Novation is, in effect, the ending or extinguishing of the original contract with the client and the formation of a new contract whereby the contractor and the consultant agree to perform the outstanding obligations under the original contract for the other.

There is no reason in law why this new contract between the contractor and the consultant cannot be implied by or inferred from the conduct of the parties, as it is not necessary to have a formal written agreement for a contract to come into existence.

But without a formal novation agreement you can end up with problems in determining what the terms of that new contract are. There could also be confusion over whom the consultant is liable to for work already carried out and who is to pay the outstanding fees owed to the consultant.

To whom is the consultant to be liable if they have been negligent in the performance of the services for the client prior to ceasing to act for them?

In the absence of express terms (which could be in writing or oral), the terms inferred, or implied, in this new contract are likely to be restricted to basic matters such as the fee to be paid by the contractor and the services to be performed by the consultant for the contractor. In the event of a dispute the court may have regard to what is regularly agreed when this sort novation takes place and assume that what the parties intended, applying an objective test, was that the (probably numerous) terms of the original contract between the client and the consultant also applied to the new contract between the consultant and the contractor, subject to any necessary amendments and any expressly agreed variations. For example, the contractor and the consultant may agree to some changes to the original services that are now to be performed for the contractor.

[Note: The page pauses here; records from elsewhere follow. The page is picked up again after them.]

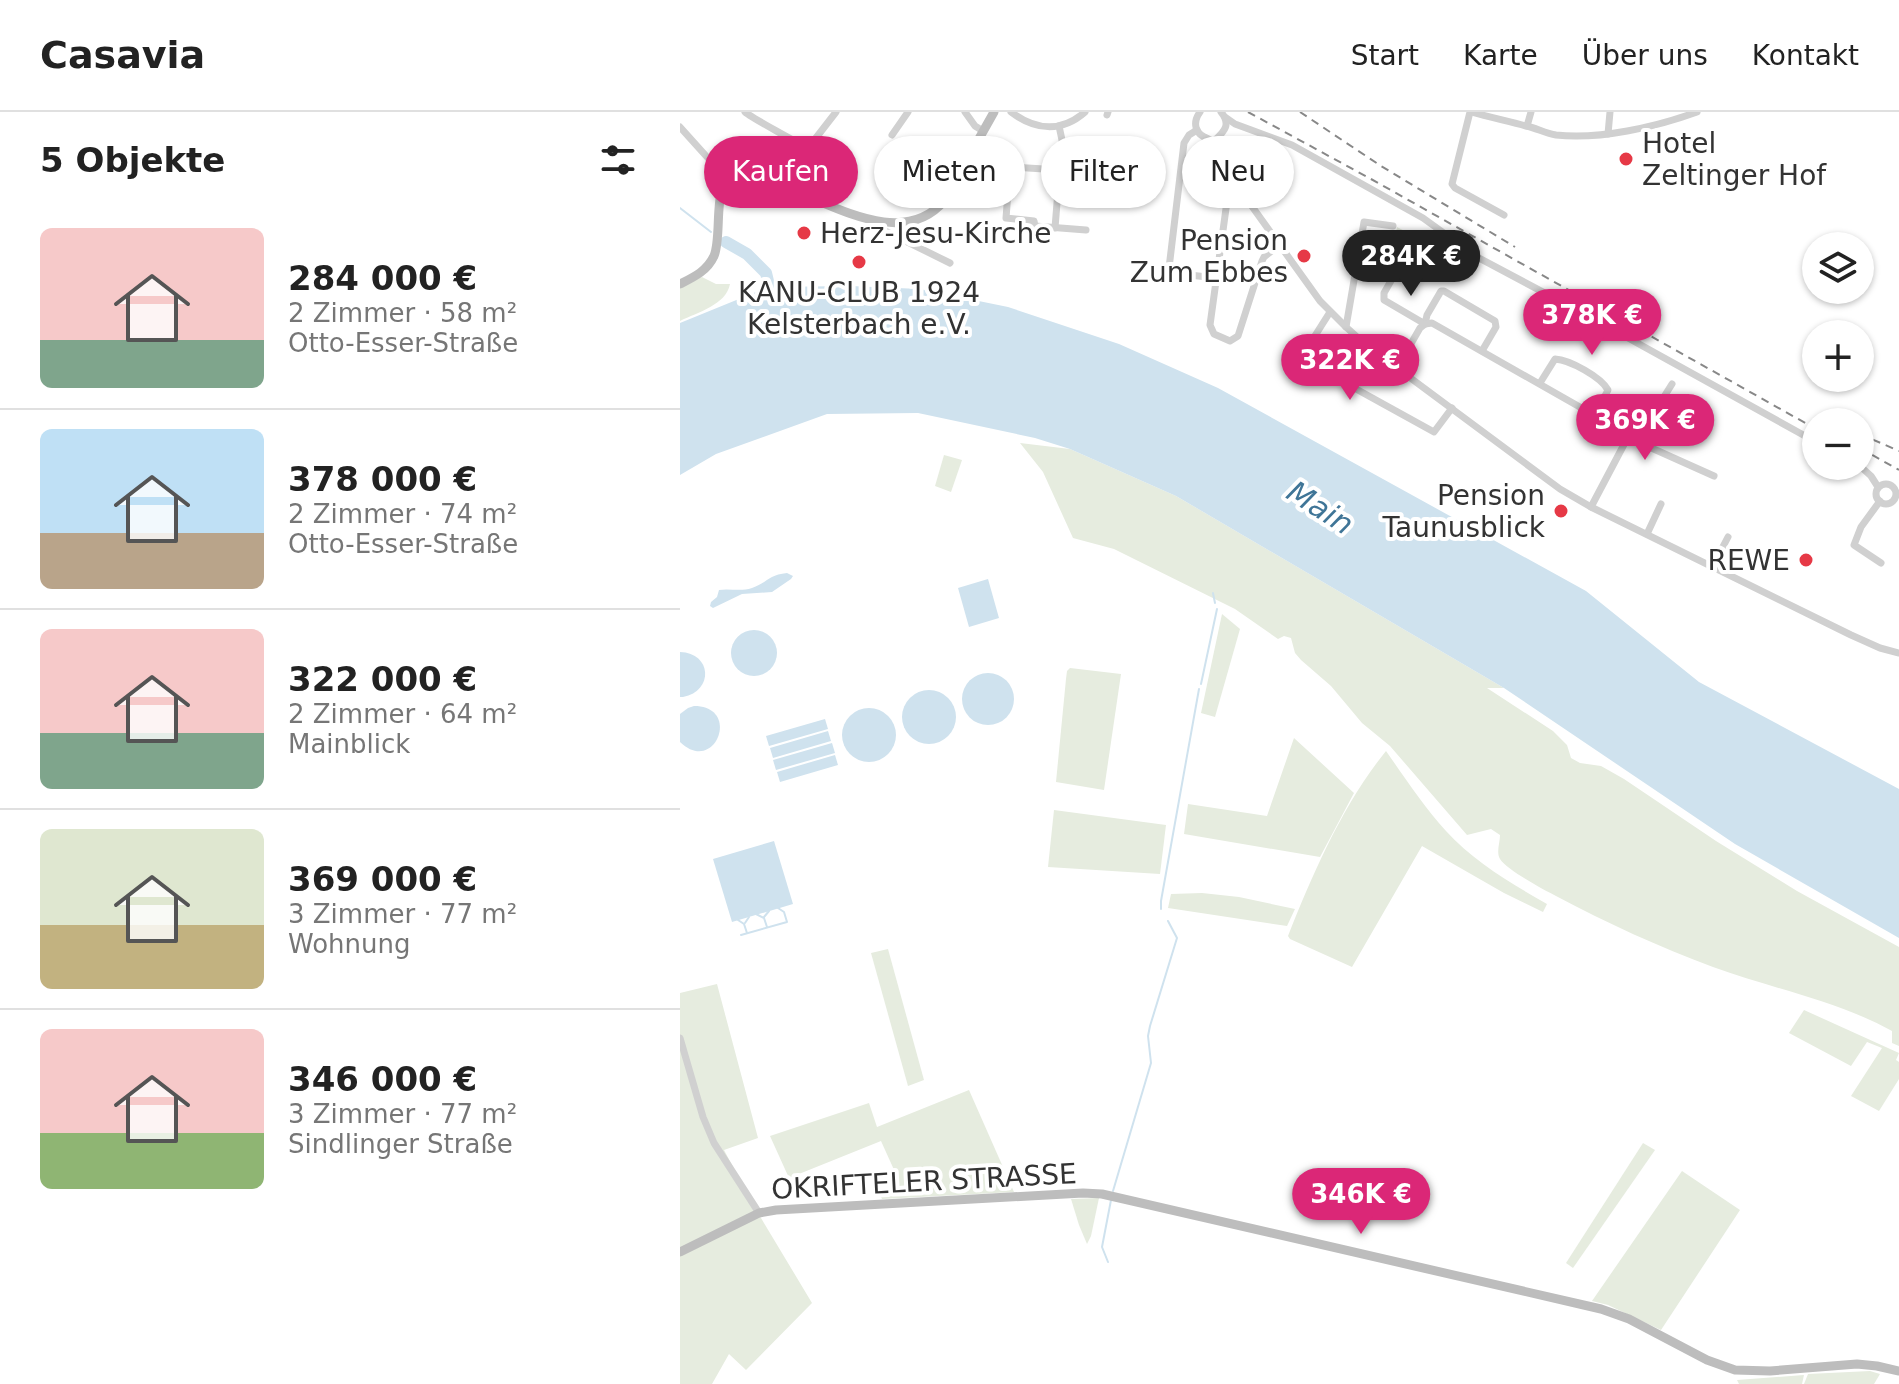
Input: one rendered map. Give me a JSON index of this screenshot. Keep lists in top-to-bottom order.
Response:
{
  "streets": {
    "street": ["OKRIFTELER STRASSE"]
  },
  "water": ["Main"],
  "places": [
    "Hotel Zeltinger Hof",
    "Herz-Jesu-Kirche",
    "Pension Zum Ebbes",
    "KANU-CLUB 1924 Kelsterbach e.V.",
    "Pension Taunusblick",
    "REWE"
  ],
  "page": {
    "header": "Casavia",
    "nav": [
      "Start",
      "Karte",
      "Über uns",
      "Kontakt"
    ],
    "heading": "5 Objekte",
    "chip": [
      "Kaufen",
      "Mieten",
      "Filter",
      "Neu"
    ],
    "list": [
      {
        "name": "284 000 €",
        "note": "2 Zimmer · 58 m² · Otto-Esser-Straße"
      },
      {
        "name": "378 000 €",
        "note": "2 Zimmer · 74 m² · Otto-Esser-Straße"
      },
      {
        "name": "322 000 €",
        "note": "2 Zimmer · 64 m² · Mainblick"
      },
      {
        "name": "369 000 €",
        "note": "3 Zimmer · 77 m² · Wohnung"
      },
      {
        "name": "346 000 €",
        "note": "3 Zimmer · 77 m² · Sindlinger Straße"
      }
    ],
    "price": [
      "284K €",
      "378K €",
      "322K €",
      "369K €",
      "346K €"
    ],
    "map_buttons": ["+", "−"]
  }
}
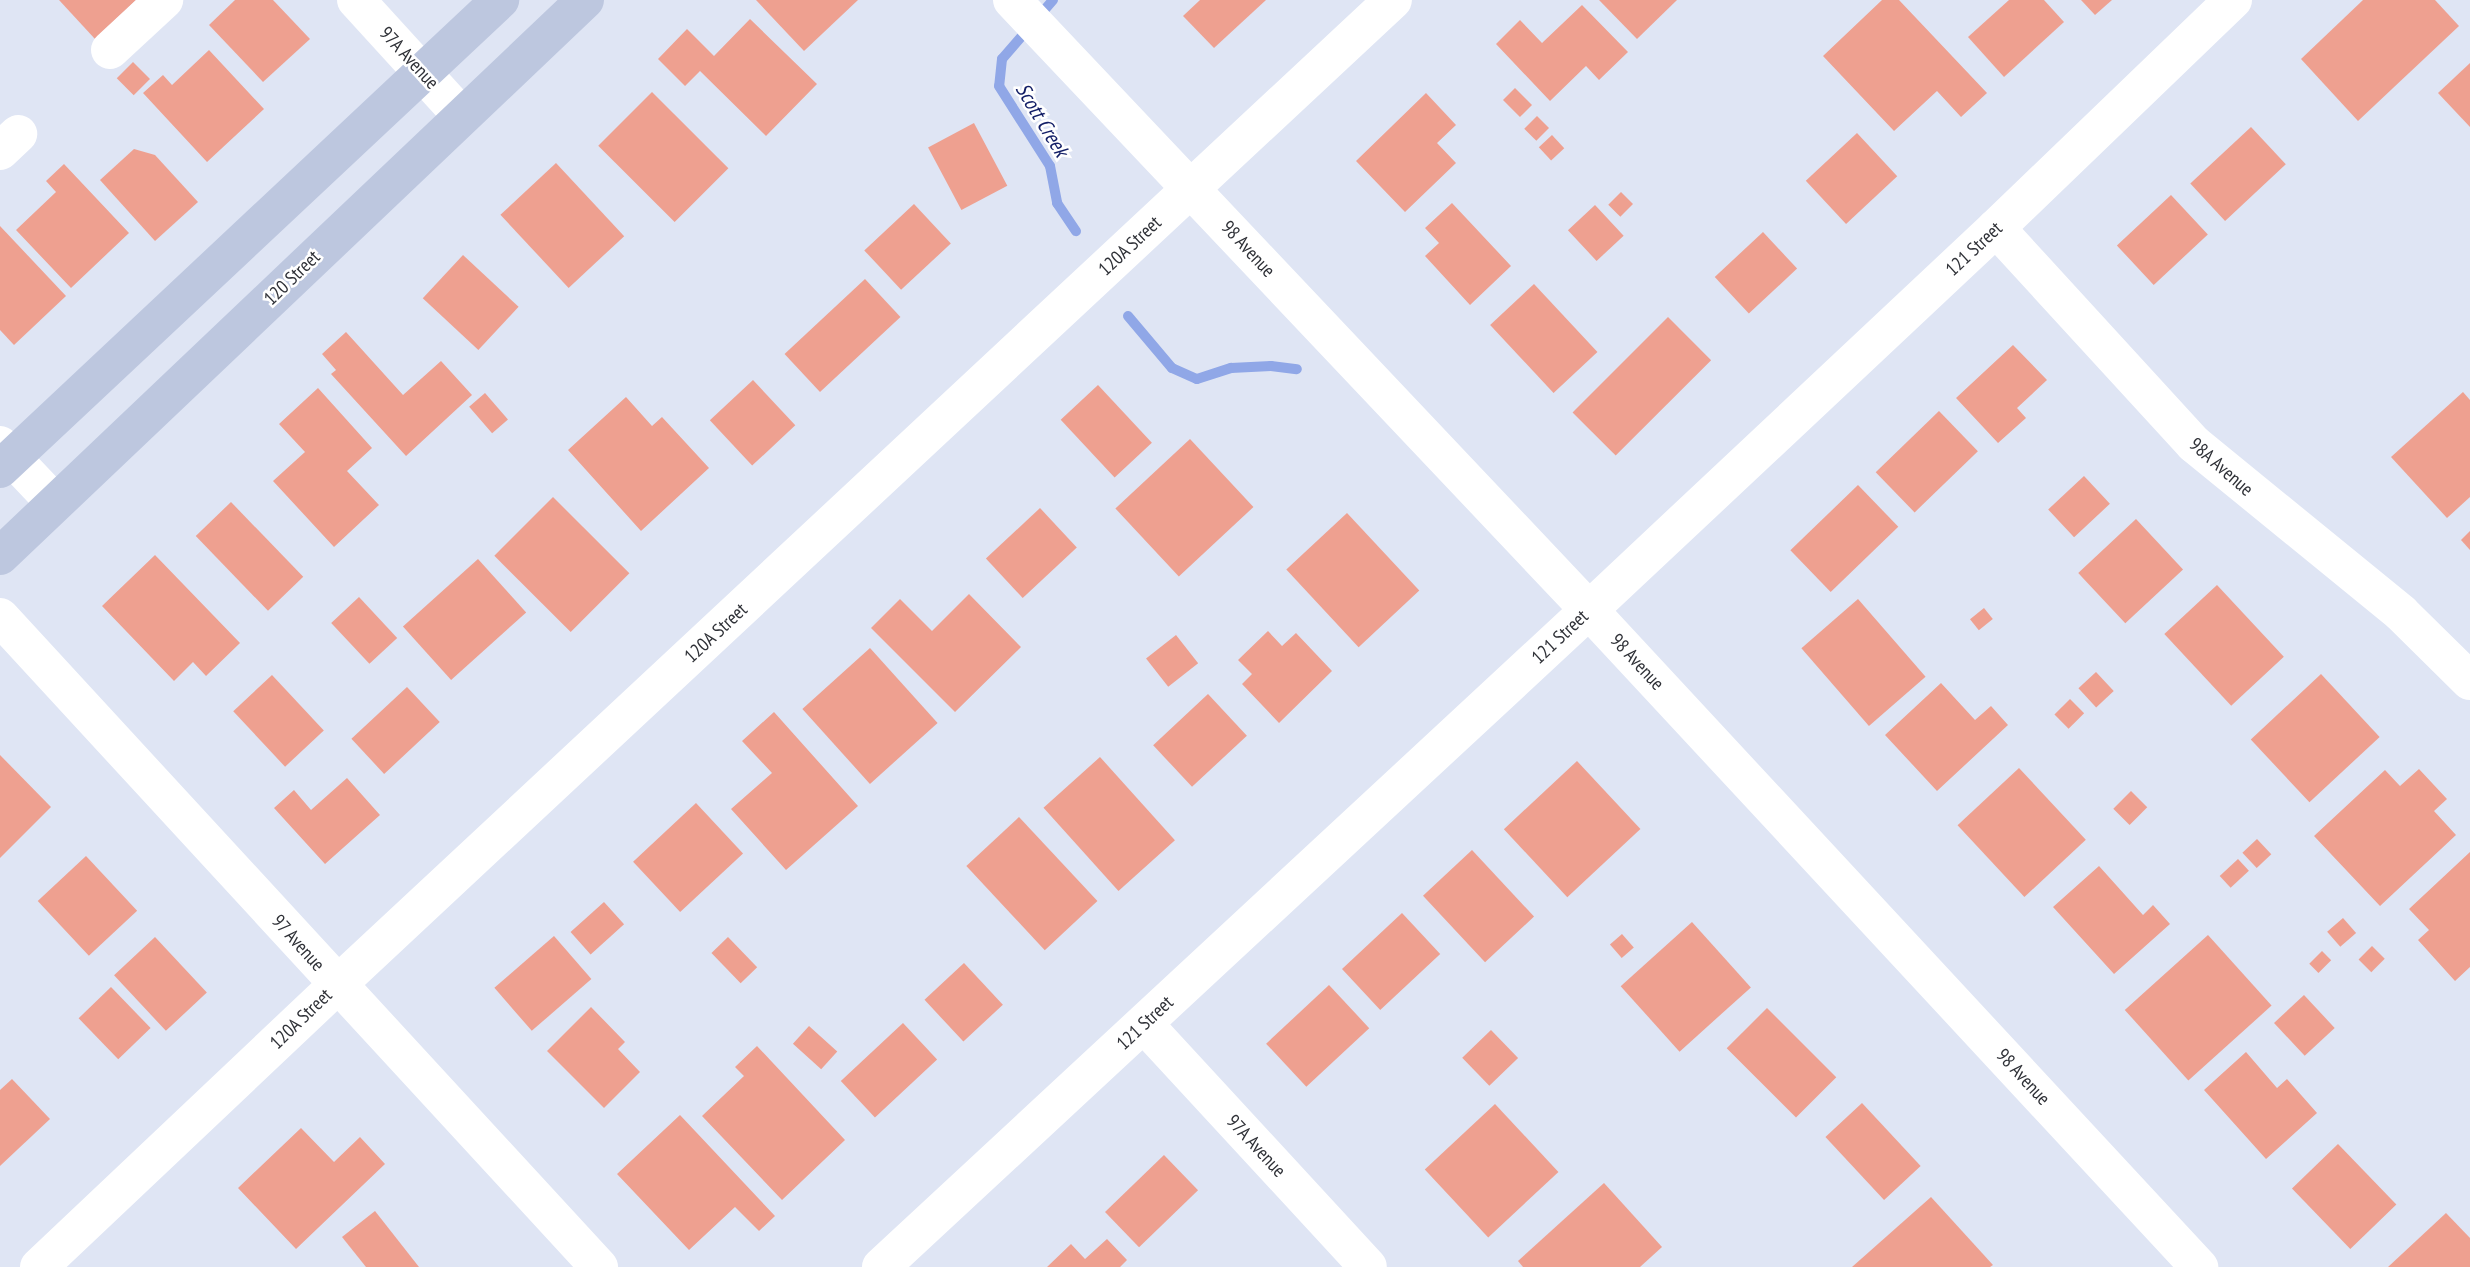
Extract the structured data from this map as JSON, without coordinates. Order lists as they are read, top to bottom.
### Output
{
  "streets": {
    "main road": ["120 Street"],
    "street": [
      "97A Avenue",
      "120A Street",
      "98 Avenue",
      "121 Street",
      "98A Avenue",
      "97 Avenue"
    ]
  },
  "crossings": [
    ["97A Avenue", "121 Street"],
    ["97A Avenue", "120 Street"],
    ["120A Street", "98 Avenue"],
    ["120A Street", "97 Avenue"],
    ["98 Avenue", "121 Street"],
    ["121 Street", "98A Avenue"]
  ],
  "water": ["Scott Creek"]
}
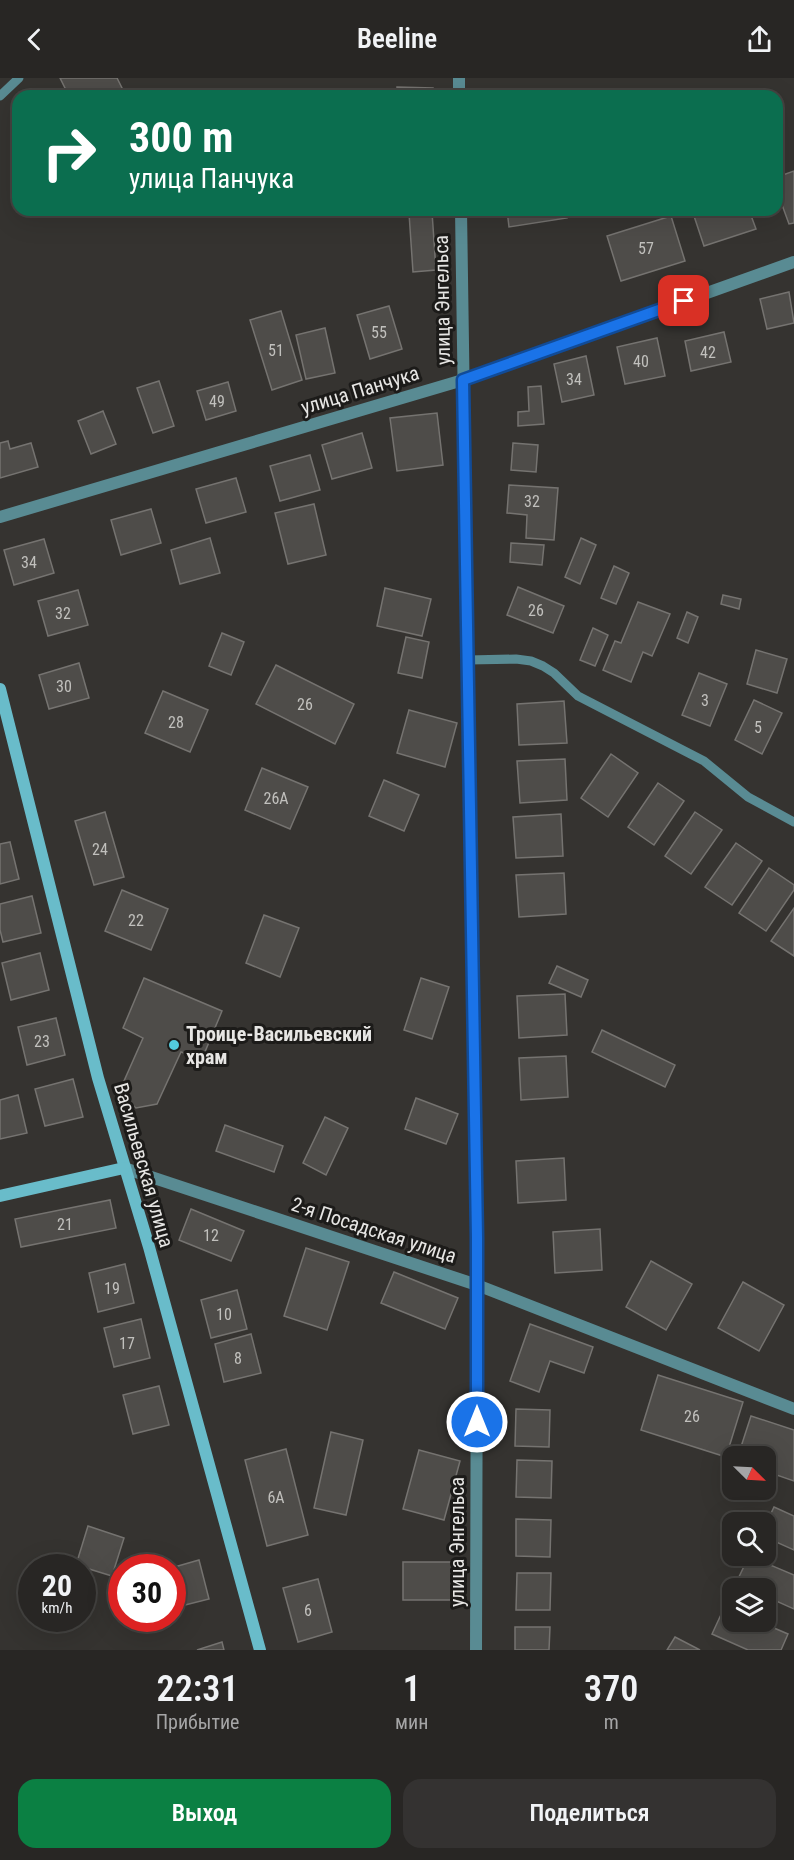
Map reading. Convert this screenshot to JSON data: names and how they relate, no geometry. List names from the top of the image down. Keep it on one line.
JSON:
{"streets":{"main road":["Васильевская улица"],"street":["улица Энгельса","улица Панчука","2-я Посадская улица"]},"crossings":[["улица Энгельса","улица Панчука"],["улица Энгельса","2-я Посадская улица"],["Васильевская улица","2-я Посадская улица"]],"places":["Троице-Васильевский храм"],"house_numbers":["57","55","51","42","40","34","49","32","34","26","32","30","3","26","28","5","26А","24","22","23","21","12","19","10","17","8","26","6А","6"],"north":"bottom right","page":{"header":"Beeline","turn":["300 m","улица Панчука"],"speed":"20 km/h","limit":"30","eta":["22:31","Прибытие","1","мин","370","m"],"buttons":["Выход","Поделиться"]}}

Since the parties will have, in effect, agreed by their conduct that the consultant should now act for the design and build contractor under a new contract, it is likely that the courts will hold that the original contract has come to an end by mutual consent and the client and the consultant will be stopped from asserting that there are still outstanding obligations to be performed by the other. In a formal novation agreement, this is dealt with by the client and the consultant releasing and discharging the other from the further performance of obligations under the original contract.

What about any liability that has arisen out of the obligations already performed? For example, to whom is the consultant to be liable if they have been negligent in the performance of the services for the client prior to ceasing to act for them?

Normally this would be dealt with in a formal novation agreement. In its absence, the right to sue the consultant in respect of these matters would probably remain with the client. The contractor might try to argue that under the new contract the consultant’s liability should be that which arises under “ab initio” forms of novation agreement, under which the consultant’s liability for pre-novation breaches is determined on the basis of what the consultant should have done for the contractor had the contractor been the consultant’s client from the beginning of the project rather than the original client.

However, it is unlikely that a court would readily infer, without more evidence, that the consultant had agreed with the contractor to be liable to the contractor for breaches of the appointment with the client that occurred prior to novation or that the client had agreed to release and discharge the consultant from any such liability to the client.

As to the consultant, what would be the position if the original client still owed them fees? Again, it would probably be difficult to imply a term into the new contract that the contractor had become responsible for payment of outstanding fees due in the absence of evidence to the contrary and so the consultant’s right to sue the client for those outstanding fees would probably still exist.